Smallmouth bass are members of the sunfish family, and that is an apt designation, because there is no fish more co-operative in the dog days of summer than Micropterus dolomieu. They bite readily on a variety of baits, give a fight that always makes you think you have a big one regardless of the actual size, and they love the warm days of our summer vacations, becoming very active when August weather arrives.
Kawartha Lakes is blessed with incredible opportunities to catch smallmouth. Lakes like Balsam and Sturgeon are known across the province as destinations for both their large numbers of fish, and the chance of getting a trophy-sized catch. In a normal year, numerous professional tournaments are staged on these lakes with literally millions of dollars in boats, motors, electronics, gear and tackle hitting the water in search of bass. Luckily for most of us, largemouth and smallmouth don’t care what kind of boat you are fishing from. And while a larger boat is safer on big lakes, there are bass in smaller lakes and ponds perfectly suited for canoes or kayaks, and they should not be overlooked.
For years, an ancient mounted fish hung in a Kinmount convenience store. It was dusty, and cracking like aging skin mounts will do. It also was the largest smallmouth bass ever caught in Ontario, and, it came from a small lake just a good cast away from Kinmount. Caught in 1954, it weighed 4.46 kg (9.84 pounds), and had a girth of nearly 46 cm (18 inches.) Yes, girth. That is the length of a nice smallmouth. The length was whopping 61 cm (24 inches.) (The average size smallmouth bass is 15-18 inches.)
Inspired by this history-making catch, a group of friends and I did a long-weekend canoe trip with the goal of finding a small local lake rumoured to be loaded with fish weighing well over five pounds. At the end of the last portage we confirmed our one rule governing camp life: if you complained about how someone did a job, you took over that responsibility. Then we shoved off.

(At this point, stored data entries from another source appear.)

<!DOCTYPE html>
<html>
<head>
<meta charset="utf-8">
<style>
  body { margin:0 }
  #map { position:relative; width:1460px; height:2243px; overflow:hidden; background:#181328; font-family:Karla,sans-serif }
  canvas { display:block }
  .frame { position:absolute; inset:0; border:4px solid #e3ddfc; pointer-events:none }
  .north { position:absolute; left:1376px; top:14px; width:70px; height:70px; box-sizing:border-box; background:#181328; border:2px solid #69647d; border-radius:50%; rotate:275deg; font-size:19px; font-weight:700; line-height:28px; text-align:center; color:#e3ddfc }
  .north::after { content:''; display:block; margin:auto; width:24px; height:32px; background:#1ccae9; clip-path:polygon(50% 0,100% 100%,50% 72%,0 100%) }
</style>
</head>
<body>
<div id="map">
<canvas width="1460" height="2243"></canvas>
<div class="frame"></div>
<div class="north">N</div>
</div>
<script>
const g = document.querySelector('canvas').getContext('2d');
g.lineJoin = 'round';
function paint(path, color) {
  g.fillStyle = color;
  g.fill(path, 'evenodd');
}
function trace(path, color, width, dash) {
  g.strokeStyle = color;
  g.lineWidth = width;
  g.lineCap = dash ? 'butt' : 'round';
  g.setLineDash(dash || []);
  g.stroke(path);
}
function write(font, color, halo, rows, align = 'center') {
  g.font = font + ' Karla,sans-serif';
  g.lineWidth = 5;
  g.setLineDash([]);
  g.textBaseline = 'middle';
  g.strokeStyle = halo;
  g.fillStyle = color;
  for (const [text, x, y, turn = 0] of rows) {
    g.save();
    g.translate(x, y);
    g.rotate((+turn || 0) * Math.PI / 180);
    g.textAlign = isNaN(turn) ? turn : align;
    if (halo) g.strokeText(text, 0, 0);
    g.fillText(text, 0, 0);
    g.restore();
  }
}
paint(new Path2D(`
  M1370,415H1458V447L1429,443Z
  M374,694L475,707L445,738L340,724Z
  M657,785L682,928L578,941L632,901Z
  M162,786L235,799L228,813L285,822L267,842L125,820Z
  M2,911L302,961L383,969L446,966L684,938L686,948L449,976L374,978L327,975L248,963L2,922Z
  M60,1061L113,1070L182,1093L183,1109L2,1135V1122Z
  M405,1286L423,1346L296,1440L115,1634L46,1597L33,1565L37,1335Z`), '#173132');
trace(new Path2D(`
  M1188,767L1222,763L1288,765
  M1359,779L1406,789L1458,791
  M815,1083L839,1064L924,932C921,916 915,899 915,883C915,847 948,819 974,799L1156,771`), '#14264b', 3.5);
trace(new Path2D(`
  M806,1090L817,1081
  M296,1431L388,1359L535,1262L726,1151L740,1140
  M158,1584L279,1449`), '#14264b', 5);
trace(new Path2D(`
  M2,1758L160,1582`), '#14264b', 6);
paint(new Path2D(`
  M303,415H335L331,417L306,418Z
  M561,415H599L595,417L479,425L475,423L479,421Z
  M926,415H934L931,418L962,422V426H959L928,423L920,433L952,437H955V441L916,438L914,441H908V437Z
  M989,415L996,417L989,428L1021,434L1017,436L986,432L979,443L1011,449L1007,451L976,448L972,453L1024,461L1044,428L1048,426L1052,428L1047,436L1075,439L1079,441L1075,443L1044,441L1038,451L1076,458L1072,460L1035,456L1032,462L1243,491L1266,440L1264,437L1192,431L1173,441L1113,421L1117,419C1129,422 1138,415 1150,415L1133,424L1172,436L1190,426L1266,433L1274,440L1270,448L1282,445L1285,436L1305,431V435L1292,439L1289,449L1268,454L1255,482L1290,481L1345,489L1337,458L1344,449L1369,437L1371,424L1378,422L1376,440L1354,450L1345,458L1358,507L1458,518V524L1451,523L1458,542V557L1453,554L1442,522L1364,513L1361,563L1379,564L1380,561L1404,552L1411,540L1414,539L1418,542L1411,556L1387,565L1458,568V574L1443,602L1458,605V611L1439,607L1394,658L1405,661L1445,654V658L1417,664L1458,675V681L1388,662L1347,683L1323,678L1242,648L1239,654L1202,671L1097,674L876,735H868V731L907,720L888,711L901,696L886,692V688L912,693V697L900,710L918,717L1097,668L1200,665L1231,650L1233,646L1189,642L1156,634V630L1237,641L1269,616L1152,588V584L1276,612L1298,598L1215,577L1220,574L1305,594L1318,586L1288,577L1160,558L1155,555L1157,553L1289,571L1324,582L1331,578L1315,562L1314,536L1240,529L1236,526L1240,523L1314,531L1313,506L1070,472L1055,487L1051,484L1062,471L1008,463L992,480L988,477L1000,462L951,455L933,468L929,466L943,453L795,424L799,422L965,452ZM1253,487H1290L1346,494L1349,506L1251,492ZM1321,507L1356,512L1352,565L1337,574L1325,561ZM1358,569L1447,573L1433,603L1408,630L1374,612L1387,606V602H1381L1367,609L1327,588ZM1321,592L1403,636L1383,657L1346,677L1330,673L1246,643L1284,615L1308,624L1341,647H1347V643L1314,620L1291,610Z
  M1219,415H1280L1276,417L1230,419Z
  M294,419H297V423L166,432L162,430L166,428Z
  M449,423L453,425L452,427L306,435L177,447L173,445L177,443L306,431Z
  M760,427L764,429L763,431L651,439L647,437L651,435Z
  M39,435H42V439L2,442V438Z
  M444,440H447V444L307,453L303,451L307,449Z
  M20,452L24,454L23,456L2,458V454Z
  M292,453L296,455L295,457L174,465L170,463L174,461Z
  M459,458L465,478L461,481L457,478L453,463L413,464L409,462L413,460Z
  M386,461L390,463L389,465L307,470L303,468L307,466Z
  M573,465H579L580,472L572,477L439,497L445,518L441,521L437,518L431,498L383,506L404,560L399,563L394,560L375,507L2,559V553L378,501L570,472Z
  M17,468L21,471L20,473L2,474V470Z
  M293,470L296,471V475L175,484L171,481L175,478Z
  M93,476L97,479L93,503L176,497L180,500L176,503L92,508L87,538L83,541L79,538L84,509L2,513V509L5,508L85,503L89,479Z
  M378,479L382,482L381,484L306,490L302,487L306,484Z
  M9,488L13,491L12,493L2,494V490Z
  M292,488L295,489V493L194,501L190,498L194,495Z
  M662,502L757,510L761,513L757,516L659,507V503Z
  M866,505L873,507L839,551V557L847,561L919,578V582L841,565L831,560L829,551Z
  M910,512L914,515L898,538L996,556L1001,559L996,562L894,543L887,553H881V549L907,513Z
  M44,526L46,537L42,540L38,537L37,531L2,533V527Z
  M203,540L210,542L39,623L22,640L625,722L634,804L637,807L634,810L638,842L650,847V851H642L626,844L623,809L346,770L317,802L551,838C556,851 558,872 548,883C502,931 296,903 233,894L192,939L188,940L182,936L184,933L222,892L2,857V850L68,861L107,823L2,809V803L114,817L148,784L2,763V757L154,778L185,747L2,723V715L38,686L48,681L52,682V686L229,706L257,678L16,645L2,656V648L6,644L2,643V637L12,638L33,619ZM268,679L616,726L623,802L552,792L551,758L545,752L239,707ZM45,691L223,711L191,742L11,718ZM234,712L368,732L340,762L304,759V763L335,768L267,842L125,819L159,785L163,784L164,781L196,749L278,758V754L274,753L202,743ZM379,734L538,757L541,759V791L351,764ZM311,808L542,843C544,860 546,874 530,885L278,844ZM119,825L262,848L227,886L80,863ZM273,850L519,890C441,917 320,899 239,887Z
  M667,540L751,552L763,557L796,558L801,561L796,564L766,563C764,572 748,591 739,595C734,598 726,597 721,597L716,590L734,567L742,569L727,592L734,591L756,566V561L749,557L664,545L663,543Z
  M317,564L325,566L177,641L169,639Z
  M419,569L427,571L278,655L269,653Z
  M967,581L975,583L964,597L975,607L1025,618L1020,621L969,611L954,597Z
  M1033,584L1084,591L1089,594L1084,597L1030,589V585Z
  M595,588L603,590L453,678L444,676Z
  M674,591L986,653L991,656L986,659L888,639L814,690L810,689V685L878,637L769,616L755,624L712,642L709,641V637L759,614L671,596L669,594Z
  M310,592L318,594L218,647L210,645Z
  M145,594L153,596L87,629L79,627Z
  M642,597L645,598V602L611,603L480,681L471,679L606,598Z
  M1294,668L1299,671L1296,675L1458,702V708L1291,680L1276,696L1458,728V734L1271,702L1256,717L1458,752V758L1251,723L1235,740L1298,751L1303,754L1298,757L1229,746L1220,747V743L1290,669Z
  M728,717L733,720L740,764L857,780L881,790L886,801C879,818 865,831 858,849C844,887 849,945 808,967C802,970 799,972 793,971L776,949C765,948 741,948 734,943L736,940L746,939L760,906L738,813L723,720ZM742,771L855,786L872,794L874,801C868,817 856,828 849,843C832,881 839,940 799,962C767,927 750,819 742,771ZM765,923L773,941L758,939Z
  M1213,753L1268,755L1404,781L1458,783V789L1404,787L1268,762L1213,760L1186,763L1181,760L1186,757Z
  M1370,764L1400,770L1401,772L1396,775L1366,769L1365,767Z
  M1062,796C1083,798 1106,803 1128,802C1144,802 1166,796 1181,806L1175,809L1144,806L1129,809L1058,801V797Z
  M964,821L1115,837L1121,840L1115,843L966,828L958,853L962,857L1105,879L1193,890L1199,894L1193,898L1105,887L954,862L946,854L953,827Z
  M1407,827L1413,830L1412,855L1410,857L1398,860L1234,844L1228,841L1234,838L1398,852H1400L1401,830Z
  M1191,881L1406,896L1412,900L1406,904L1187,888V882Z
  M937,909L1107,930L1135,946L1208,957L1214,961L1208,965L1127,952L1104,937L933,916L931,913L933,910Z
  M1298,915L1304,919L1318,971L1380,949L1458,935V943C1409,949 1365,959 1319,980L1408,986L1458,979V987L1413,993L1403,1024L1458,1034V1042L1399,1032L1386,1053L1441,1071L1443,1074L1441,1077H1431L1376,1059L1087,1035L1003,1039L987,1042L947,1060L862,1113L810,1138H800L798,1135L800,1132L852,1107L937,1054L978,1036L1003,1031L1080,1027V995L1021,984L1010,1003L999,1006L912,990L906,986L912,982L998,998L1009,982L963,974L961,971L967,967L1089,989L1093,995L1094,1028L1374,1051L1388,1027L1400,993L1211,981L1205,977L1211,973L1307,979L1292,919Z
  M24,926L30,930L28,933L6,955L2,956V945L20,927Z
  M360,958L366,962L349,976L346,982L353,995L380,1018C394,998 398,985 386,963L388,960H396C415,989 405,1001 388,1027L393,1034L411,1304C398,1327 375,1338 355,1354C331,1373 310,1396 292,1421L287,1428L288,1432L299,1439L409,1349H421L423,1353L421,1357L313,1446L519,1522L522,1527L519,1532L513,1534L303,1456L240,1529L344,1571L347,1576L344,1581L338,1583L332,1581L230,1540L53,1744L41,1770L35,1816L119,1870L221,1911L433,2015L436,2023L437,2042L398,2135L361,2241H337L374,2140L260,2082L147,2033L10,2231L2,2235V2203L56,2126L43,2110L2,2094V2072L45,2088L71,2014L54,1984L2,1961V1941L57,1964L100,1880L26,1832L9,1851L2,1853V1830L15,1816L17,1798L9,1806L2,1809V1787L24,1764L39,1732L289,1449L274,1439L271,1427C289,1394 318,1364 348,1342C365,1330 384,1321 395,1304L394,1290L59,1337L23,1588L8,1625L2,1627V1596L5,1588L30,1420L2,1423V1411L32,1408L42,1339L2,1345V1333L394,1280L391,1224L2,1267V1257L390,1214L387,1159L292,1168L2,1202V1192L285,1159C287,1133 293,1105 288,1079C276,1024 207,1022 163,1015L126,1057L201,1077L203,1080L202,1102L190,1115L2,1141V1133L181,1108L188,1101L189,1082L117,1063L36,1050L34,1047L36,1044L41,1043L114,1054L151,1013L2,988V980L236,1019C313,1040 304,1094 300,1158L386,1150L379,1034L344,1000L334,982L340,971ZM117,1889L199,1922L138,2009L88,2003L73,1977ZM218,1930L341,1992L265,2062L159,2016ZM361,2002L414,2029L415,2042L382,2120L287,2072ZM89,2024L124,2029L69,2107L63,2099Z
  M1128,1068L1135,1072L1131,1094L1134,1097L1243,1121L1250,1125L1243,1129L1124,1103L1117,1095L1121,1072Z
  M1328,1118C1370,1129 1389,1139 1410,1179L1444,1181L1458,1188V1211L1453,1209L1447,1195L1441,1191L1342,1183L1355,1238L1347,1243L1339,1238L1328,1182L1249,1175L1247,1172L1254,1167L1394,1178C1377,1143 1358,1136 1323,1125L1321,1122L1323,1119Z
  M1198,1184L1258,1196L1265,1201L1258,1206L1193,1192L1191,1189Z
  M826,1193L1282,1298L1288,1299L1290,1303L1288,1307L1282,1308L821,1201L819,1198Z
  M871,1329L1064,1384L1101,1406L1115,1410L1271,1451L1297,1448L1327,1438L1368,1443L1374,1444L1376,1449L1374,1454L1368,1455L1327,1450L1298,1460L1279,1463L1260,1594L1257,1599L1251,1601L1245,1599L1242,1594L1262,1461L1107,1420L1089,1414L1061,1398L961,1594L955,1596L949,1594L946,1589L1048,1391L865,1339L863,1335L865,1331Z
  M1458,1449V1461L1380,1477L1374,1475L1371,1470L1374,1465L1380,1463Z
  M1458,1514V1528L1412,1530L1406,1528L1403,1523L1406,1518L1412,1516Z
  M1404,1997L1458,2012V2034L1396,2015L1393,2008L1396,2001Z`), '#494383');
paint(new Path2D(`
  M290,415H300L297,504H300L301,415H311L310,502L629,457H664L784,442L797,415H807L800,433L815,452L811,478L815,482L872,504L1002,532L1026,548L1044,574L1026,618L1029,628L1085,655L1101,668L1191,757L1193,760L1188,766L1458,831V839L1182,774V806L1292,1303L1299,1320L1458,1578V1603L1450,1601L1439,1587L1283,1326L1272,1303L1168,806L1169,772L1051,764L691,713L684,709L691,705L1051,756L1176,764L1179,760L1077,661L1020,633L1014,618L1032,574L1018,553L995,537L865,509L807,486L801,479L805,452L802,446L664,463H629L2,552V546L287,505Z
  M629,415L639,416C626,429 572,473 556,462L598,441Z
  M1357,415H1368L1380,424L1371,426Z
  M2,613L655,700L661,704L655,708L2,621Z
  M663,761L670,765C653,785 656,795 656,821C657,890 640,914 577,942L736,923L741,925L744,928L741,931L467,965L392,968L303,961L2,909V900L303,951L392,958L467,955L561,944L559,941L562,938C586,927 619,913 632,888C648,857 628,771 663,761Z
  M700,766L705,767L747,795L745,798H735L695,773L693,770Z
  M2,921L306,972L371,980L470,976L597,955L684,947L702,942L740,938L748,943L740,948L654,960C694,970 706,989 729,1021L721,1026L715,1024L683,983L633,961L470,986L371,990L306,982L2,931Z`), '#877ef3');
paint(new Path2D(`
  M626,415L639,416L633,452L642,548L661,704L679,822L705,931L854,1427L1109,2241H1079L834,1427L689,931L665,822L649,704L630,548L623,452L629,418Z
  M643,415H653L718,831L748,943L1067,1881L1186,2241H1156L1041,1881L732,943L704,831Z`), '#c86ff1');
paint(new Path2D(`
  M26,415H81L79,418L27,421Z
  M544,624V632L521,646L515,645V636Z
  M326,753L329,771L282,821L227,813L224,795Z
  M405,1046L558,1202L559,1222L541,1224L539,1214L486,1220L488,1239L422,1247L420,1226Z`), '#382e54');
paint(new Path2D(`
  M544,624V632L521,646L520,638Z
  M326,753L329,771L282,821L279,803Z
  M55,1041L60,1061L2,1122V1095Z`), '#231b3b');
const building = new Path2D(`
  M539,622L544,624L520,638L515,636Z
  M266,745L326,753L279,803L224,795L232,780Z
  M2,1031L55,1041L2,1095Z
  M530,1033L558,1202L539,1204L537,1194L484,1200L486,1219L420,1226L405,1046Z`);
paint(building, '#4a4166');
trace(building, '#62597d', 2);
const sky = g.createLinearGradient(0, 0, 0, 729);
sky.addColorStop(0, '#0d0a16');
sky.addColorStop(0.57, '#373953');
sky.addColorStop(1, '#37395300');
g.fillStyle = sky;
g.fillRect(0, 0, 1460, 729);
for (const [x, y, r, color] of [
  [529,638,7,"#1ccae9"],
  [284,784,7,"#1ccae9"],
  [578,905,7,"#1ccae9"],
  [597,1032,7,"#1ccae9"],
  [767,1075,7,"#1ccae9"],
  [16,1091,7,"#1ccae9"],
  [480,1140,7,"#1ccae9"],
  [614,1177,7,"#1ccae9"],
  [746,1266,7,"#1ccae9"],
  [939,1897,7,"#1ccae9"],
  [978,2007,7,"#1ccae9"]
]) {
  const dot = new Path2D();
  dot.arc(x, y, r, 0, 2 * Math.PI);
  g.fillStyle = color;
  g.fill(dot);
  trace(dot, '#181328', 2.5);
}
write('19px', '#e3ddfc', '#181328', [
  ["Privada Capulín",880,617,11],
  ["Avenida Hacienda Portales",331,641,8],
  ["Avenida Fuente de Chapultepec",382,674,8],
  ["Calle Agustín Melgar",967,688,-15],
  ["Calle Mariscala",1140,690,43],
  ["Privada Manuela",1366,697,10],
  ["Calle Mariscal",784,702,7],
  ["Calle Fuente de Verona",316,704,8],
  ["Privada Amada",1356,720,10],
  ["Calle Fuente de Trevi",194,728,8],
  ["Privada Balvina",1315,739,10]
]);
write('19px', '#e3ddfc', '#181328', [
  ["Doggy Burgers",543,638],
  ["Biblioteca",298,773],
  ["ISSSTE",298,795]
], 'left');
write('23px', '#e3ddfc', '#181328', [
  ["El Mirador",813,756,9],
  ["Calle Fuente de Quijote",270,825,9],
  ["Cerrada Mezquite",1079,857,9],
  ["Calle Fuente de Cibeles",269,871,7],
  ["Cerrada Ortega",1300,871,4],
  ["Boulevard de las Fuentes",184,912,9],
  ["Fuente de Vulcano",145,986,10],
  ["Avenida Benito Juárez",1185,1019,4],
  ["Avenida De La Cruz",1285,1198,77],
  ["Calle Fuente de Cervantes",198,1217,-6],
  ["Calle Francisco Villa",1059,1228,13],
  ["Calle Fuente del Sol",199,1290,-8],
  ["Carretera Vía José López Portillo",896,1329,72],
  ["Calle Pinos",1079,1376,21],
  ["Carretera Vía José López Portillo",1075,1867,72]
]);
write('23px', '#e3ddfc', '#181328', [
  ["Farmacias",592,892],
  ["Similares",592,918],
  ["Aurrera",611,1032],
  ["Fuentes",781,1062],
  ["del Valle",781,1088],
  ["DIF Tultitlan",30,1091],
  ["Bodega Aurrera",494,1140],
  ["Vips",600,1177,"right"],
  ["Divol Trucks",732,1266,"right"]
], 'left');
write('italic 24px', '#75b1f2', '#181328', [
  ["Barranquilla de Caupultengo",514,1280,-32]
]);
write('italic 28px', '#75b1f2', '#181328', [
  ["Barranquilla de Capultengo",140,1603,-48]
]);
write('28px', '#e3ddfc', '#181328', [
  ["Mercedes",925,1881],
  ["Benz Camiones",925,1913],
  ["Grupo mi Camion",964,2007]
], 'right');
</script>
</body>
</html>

Bass eat all kinds of lures, but crankbaits (a lure with a plastic lip that causes a bait to dive underwater) and tube jigs (a hollow soft plastic lure with tentacle-looking appendages) are good choices when you are travelling light. Crankbaits act like minnows flitting around near the surface and tube jigs act like crayfish roaming among the rocks — so you’re covered from top of the lake to bottom, as bass could be in either place.
But knowing this was a rocky lake and knowing that once smallmouth reach a catchable size 90 per cent of their diet will be crayfish if they are available, we went with brown and blue-green tube jigs, and did pretty well. There were no nine-pounders, but we got enough fish for a supper.
Sitting around the fire after eating, with the same stars that inspired Gord Downie coming into view, one of the guys took issue with the meal, which was odd since he himself had no cooking skills at all.
“That fish was basically bad sushi, the potatoes went beyond baked to burned, and the coffee tasted like something drained from a Mack truck.”
A hush fell over the rest of us as we all silently recalled our one rule. But before the silence could be broken, he added, “And that’s just the way I like it.”
Despite our meal, most bass don’t end up on the table. They are not as tasty as walleye, perch or crappie, but bass provide a healthy, slightly sweet-flavoured flesh. Bass continue to thrive in our lakes, withstanding fishing pressure from pros and weekenders alike thanks to catch and release fishing, and there is no sportfish easier to release than a bass.
Because bass don’t typically live in deep water there is no concern that they will get the fish equivalent of “the bends” when brought to the surface. They are hardy fish, tolerating a wide range of water temperatures and oxygen levels so they can put up with any accidental rough handling. And best of all, gripping them by the lower lip immobilizes them, making it easy to remove the hook and set them free. And that’s just the way they like it.